Stored data entries
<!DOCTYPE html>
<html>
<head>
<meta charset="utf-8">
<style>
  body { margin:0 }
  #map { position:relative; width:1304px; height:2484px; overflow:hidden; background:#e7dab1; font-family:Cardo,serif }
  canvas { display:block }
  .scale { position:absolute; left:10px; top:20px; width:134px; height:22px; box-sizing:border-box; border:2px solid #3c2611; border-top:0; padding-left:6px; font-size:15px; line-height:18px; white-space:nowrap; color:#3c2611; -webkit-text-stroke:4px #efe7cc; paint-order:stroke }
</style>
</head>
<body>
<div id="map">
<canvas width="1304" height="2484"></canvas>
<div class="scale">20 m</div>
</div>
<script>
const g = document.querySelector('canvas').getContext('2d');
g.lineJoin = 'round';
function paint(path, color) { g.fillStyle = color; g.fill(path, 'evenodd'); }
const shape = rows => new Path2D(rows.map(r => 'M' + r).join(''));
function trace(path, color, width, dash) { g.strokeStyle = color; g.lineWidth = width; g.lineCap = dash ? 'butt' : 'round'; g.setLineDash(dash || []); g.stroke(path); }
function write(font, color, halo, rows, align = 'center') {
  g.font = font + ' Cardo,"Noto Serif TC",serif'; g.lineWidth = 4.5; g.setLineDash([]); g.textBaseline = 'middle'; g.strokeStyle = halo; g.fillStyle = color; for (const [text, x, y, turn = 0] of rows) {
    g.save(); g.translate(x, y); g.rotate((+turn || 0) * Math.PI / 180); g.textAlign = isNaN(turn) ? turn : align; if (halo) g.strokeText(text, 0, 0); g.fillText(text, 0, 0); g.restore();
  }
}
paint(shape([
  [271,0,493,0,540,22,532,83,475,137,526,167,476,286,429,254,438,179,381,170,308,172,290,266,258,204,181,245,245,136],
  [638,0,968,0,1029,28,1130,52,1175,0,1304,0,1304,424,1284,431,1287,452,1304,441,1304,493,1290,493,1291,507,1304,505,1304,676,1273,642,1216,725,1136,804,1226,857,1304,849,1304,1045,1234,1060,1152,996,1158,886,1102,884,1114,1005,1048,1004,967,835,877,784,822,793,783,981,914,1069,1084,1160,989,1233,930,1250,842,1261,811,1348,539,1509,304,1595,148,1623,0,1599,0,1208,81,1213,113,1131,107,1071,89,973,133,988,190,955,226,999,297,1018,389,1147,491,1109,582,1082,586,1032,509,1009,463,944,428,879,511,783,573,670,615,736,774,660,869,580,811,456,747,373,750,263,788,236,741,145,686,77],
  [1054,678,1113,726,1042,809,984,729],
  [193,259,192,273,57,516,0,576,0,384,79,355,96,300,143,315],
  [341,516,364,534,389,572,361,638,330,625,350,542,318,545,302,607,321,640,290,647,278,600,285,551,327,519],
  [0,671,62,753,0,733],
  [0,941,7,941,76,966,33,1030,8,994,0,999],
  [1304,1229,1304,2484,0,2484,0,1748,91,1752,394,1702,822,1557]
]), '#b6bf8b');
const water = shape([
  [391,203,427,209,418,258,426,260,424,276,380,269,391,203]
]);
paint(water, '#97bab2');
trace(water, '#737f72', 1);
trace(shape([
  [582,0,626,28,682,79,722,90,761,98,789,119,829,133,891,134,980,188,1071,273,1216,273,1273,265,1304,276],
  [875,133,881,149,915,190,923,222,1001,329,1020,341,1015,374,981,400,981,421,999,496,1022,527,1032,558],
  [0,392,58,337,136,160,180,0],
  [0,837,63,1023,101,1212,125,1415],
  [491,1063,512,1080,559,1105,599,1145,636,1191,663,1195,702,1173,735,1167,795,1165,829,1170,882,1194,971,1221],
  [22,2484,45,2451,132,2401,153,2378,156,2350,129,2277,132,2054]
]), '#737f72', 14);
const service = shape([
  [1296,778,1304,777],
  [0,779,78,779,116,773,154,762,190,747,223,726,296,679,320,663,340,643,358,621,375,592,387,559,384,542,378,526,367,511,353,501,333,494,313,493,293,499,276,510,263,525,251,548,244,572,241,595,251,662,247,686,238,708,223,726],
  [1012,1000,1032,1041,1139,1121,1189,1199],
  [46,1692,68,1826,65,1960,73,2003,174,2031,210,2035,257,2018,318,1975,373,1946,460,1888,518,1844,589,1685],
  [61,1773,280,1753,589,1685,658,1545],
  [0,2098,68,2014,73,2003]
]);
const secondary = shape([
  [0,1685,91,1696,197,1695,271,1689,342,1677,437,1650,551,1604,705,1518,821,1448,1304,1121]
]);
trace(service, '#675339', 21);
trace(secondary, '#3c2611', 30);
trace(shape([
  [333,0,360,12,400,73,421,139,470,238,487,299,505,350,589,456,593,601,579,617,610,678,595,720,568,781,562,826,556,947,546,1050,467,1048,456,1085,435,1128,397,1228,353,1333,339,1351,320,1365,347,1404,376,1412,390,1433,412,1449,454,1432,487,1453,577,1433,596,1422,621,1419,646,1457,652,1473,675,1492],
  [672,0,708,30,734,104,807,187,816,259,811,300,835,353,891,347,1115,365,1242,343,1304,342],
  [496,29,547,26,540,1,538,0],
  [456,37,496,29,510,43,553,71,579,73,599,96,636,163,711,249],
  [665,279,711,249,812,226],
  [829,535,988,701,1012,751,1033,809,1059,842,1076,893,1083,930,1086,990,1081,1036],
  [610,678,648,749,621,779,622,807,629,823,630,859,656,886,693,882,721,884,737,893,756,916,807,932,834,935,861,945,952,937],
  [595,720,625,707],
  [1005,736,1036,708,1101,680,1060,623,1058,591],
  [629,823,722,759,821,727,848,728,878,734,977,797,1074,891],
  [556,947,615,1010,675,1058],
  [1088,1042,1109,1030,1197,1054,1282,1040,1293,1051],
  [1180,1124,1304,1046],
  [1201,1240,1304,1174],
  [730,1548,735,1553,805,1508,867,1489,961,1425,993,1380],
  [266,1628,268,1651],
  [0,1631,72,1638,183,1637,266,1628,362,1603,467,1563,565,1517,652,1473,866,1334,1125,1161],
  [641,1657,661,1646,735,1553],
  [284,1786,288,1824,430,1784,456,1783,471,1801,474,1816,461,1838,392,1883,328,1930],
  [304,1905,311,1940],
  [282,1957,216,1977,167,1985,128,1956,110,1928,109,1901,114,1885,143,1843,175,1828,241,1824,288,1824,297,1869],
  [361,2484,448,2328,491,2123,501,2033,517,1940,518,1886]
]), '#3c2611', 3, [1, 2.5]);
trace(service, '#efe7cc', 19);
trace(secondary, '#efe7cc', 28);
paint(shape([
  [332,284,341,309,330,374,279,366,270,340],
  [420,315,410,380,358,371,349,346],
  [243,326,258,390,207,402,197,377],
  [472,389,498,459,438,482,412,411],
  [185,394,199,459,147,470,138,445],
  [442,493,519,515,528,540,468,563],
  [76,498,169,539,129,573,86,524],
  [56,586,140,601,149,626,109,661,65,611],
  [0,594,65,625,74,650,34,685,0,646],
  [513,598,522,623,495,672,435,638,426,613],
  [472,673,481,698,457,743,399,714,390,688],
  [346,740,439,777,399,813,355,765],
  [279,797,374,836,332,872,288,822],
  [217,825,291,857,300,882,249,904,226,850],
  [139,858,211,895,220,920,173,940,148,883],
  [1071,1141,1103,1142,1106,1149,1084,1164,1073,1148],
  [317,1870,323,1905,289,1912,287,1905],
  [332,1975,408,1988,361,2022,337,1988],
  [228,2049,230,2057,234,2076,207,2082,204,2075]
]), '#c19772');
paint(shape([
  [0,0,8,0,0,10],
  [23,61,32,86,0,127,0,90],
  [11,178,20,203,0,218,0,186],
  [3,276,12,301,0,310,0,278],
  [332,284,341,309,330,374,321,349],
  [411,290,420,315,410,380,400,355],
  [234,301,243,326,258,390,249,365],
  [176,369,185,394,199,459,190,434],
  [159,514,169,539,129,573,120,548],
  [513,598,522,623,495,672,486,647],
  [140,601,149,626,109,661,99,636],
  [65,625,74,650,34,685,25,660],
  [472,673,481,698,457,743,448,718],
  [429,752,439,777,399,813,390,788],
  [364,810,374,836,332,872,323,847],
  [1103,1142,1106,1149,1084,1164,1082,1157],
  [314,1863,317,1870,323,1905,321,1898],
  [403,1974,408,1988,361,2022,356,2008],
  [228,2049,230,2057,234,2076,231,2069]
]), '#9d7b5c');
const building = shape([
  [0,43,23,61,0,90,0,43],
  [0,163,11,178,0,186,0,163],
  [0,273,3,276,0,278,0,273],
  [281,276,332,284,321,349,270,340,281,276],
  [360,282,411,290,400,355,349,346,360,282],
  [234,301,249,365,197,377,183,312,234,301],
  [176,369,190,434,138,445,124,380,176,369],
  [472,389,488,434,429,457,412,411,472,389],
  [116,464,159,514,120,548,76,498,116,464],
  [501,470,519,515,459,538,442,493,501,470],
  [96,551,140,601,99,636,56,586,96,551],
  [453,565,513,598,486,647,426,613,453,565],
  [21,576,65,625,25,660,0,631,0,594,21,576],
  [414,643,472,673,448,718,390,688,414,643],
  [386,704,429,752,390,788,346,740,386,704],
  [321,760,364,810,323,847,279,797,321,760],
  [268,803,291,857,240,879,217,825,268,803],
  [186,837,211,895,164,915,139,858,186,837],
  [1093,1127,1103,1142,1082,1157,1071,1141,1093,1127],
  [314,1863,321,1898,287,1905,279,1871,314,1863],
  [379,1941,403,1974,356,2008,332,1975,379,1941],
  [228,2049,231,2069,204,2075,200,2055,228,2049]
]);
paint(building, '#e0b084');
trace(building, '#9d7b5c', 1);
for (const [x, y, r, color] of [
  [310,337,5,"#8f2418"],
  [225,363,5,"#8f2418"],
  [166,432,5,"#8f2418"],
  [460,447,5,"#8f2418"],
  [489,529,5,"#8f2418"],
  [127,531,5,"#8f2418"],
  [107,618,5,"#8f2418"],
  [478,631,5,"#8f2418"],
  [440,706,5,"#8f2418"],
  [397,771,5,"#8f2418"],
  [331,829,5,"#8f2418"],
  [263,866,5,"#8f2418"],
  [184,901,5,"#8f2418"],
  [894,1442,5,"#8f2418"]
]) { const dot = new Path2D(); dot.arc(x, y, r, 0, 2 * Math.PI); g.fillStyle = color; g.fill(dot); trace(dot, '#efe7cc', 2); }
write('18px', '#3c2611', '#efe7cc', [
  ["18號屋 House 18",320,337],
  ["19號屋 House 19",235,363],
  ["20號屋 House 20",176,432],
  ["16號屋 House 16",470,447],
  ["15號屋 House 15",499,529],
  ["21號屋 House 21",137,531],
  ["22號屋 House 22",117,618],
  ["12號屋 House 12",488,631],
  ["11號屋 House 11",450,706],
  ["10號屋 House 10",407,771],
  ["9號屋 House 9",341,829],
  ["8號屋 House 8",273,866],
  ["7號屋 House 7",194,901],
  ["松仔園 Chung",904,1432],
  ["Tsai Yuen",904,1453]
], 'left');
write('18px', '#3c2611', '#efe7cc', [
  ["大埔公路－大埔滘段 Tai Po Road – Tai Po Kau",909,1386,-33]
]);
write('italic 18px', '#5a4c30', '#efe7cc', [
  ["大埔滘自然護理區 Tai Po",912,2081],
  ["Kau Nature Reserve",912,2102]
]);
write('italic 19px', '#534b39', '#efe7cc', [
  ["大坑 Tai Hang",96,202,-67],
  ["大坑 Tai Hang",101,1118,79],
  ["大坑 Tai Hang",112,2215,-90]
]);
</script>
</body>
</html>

### BRIEF
Determine the number of lines in the preceding data that contain the word "align". Reply with that number only.

### ANSWER TO THE EXERCISE
2